What to work on. Set down each line of the records once more, precisely, and omit the pictures.

(Saved data entries)
--- START ---

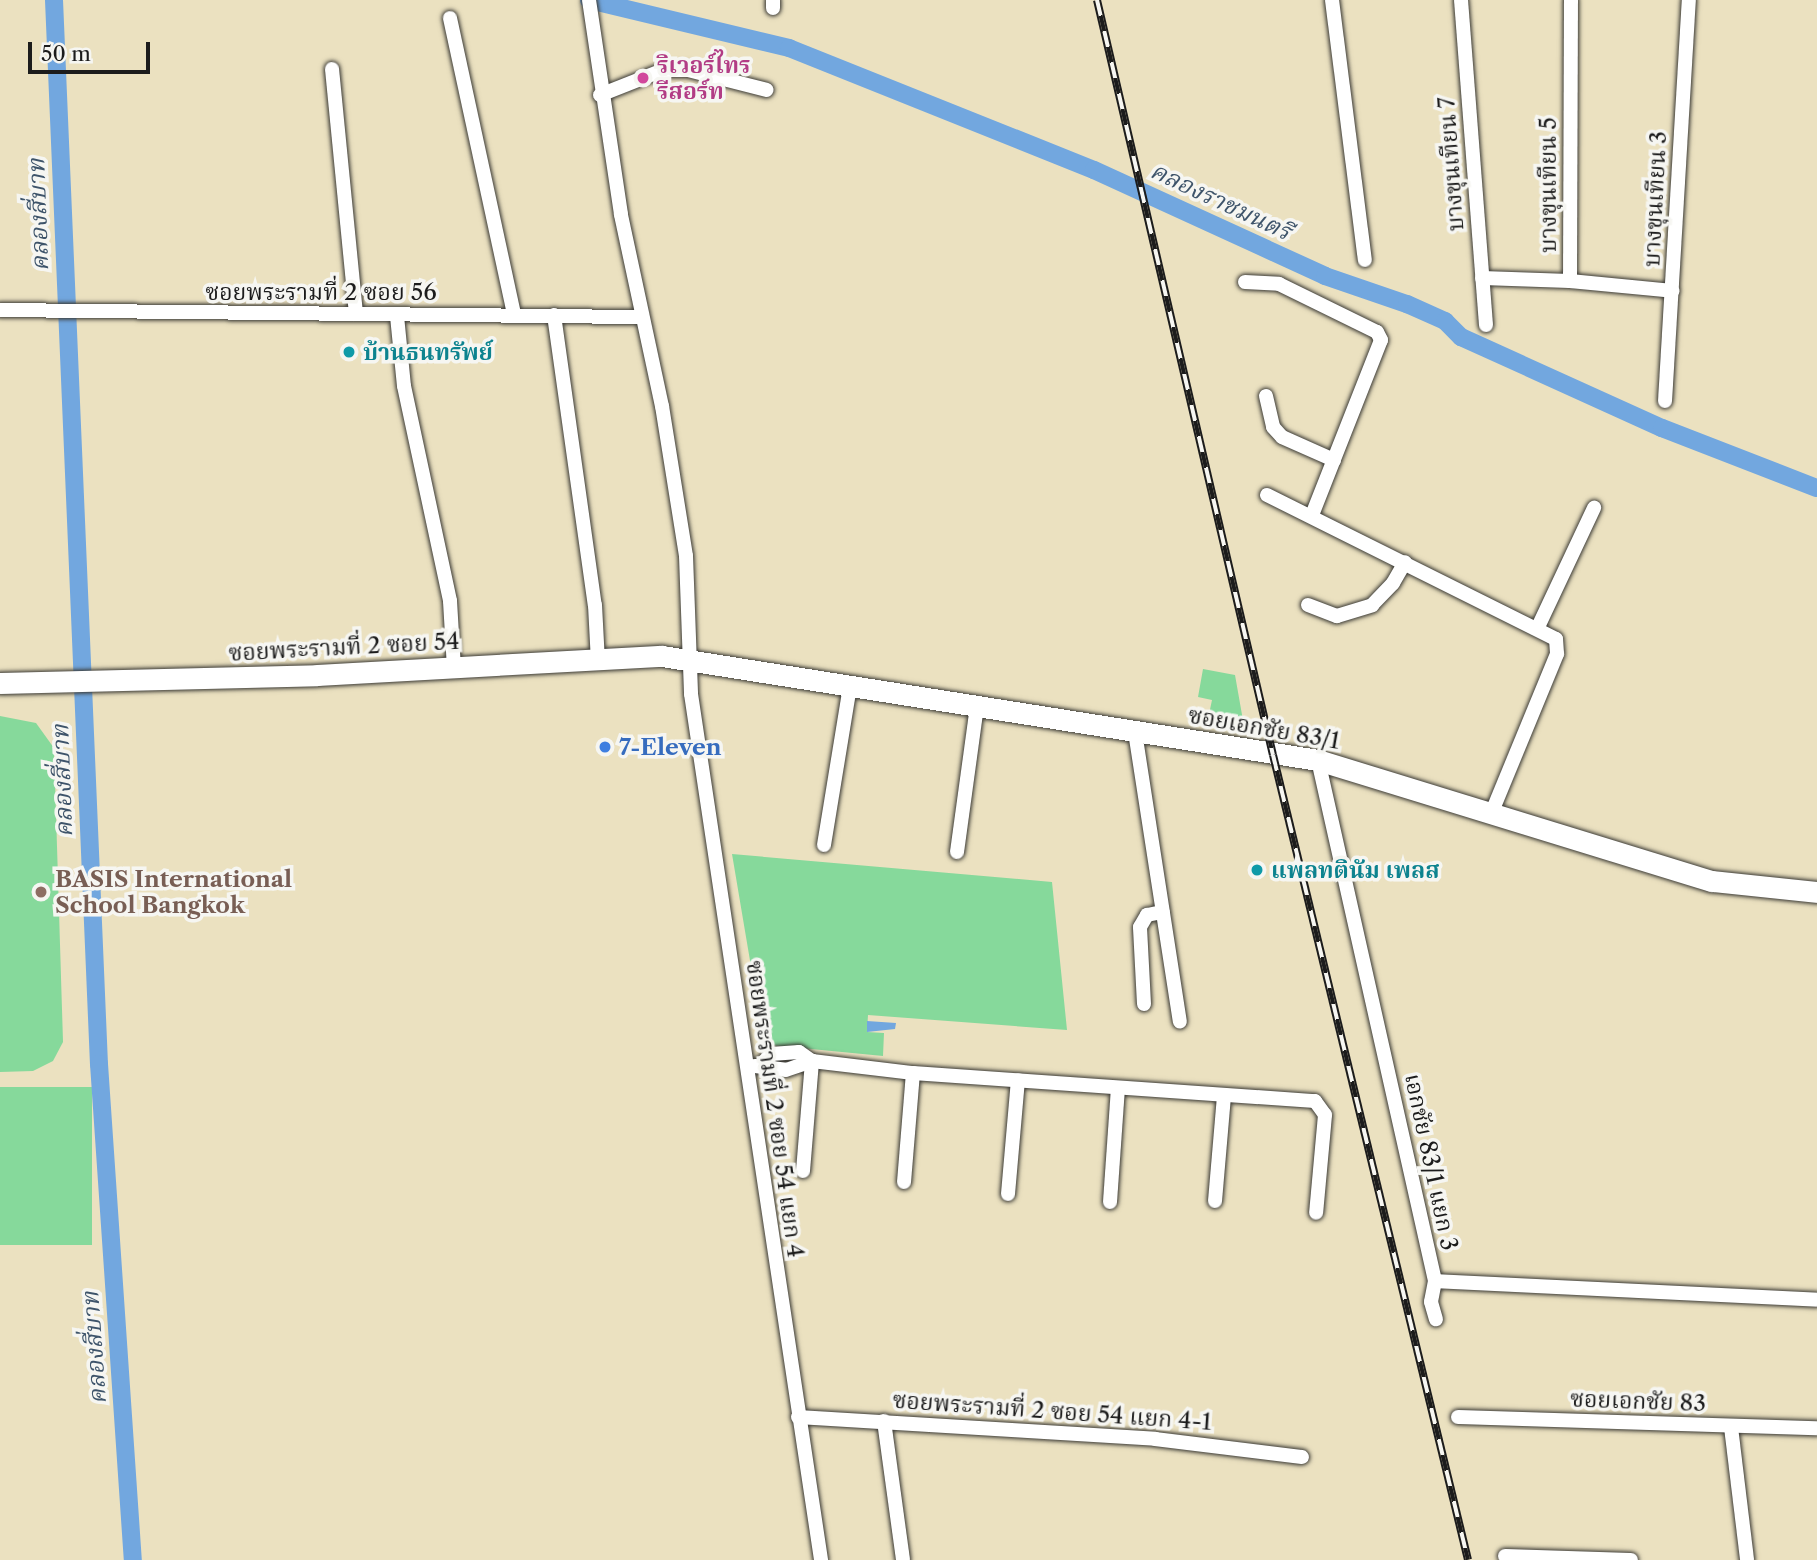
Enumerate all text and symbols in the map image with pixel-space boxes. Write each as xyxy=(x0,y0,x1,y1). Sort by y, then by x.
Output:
scale bar xyxy=(32,28,154,72)
text: 50 m xyxy=(41,41,91,66)
place label: ริเวอร์ไทร รีสอร์ท xyxy=(657,51,751,105)
marker: ริเวอร์ไทร รีสอร์ท xyxy=(635,70,651,86)
street label: บางขุนเทียน 7 xyxy=(1433,96,1469,232)
street label: บางขุนเทียน 5 xyxy=(1534,117,1562,253)
street label: บางขุนเทียน 3 xyxy=(1638,130,1672,268)
water label: คลองราชมนตรี xyxy=(1146,156,1296,246)
water label: คลองสี่บาท xyxy=(22,158,54,272)
street label: ซอยพระรามที่ 2 ซอย 56 xyxy=(205,278,437,306)
place label: บ้านธนทรัพย์ xyxy=(363,338,493,366)
marker: บ้านธนทรัพย์ xyxy=(341,344,357,360)
street label: ซอยพระรามที่ 2 ซอย 54 xyxy=(228,627,460,667)
street label: ซอยเอกชัย 83/1 xyxy=(1186,701,1342,755)
water label: คลองสี่บาท xyxy=(46,724,78,838)
place label: 7-Eleven xyxy=(619,733,721,761)
marker: 7-Eleven xyxy=(597,739,613,755)
place label: แพลทตินัม เพลส xyxy=(1271,856,1440,884)
marker: แพลทตินัม เพลส xyxy=(1249,862,1265,878)
place label: BASIS International School Bangkok xyxy=(55,865,292,919)
marker: BASIS International School Bangkok xyxy=(33,884,49,900)
street label: ซอยพระรามที่ 2 ซอย 54 แยก 4 xyxy=(740,959,810,1259)
street label: เอกชัย 83/1 แยก 3 xyxy=(1399,1071,1463,1253)
water label: คลองสี่บาท xyxy=(76,1291,112,1405)
street label: ซอยเอกชัย 83 xyxy=(1570,1385,1706,1417)
street label: ซอยพระรามที่ 2 ซอย 54 แยก 4-1 xyxy=(892,1386,1212,1436)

--- END ---

Answer for the task.
Enumerate all text and symbols in the map image with pixel-space boxes. Write each as xyxy=(x0,y0,x1,y1). Sort by y, then by x.
Output:
scale bar xyxy=(32,28,154,72)
text: 50 m xyxy=(41,41,91,66)
place label: ริเวอร์ไทร รีสอร์ท xyxy=(657,51,751,105)
marker: ริเวอร์ไทร รีสอร์ท xyxy=(635,70,651,86)
street label: บางขุนเทียน 7 xyxy=(1433,96,1469,232)
street label: บางขุนเทียน 5 xyxy=(1534,117,1562,253)
street label: บางขุนเทียน 3 xyxy=(1638,130,1672,268)
water label: คลองราชมนตรี xyxy=(1146,156,1296,246)
water label: คลองสี่บาท xyxy=(22,158,54,272)
street label: ซอยพระรามที่ 2 ซอย 56 xyxy=(205,278,437,306)
place label: บ้านธนทรัพย์ xyxy=(363,338,493,366)
marker: บ้านธนทรัพย์ xyxy=(341,344,357,360)
street label: ซอยพระรามที่ 2 ซอย 54 xyxy=(228,627,460,667)
street label: ซอยเอกชัย 83/1 xyxy=(1186,701,1342,755)
water label: คลองสี่บาท xyxy=(46,724,78,838)
place label: 7-Eleven xyxy=(619,733,721,761)
marker: 7-Eleven xyxy=(597,739,613,755)
place label: แพลทตินัม เพลส xyxy=(1271,856,1440,884)
marker: แพลทตินัม เพลส xyxy=(1249,862,1265,878)
place label: BASIS International School Bangkok xyxy=(55,865,292,919)
marker: BASIS International School Bangkok xyxy=(33,884,49,900)
street label: ซอยพระรามที่ 2 ซอย 54 แยก 4 xyxy=(740,959,810,1259)
street label: เอกชัย 83/1 แยก 3 xyxy=(1399,1071,1463,1253)
water label: คลองสี่บาท xyxy=(76,1291,112,1405)
street label: ซอยเอกชัย 83 xyxy=(1570,1385,1706,1417)
street label: ซอยพระรามที่ 2 ซอย 54 แยก 4-1 xyxy=(892,1386,1212,1436)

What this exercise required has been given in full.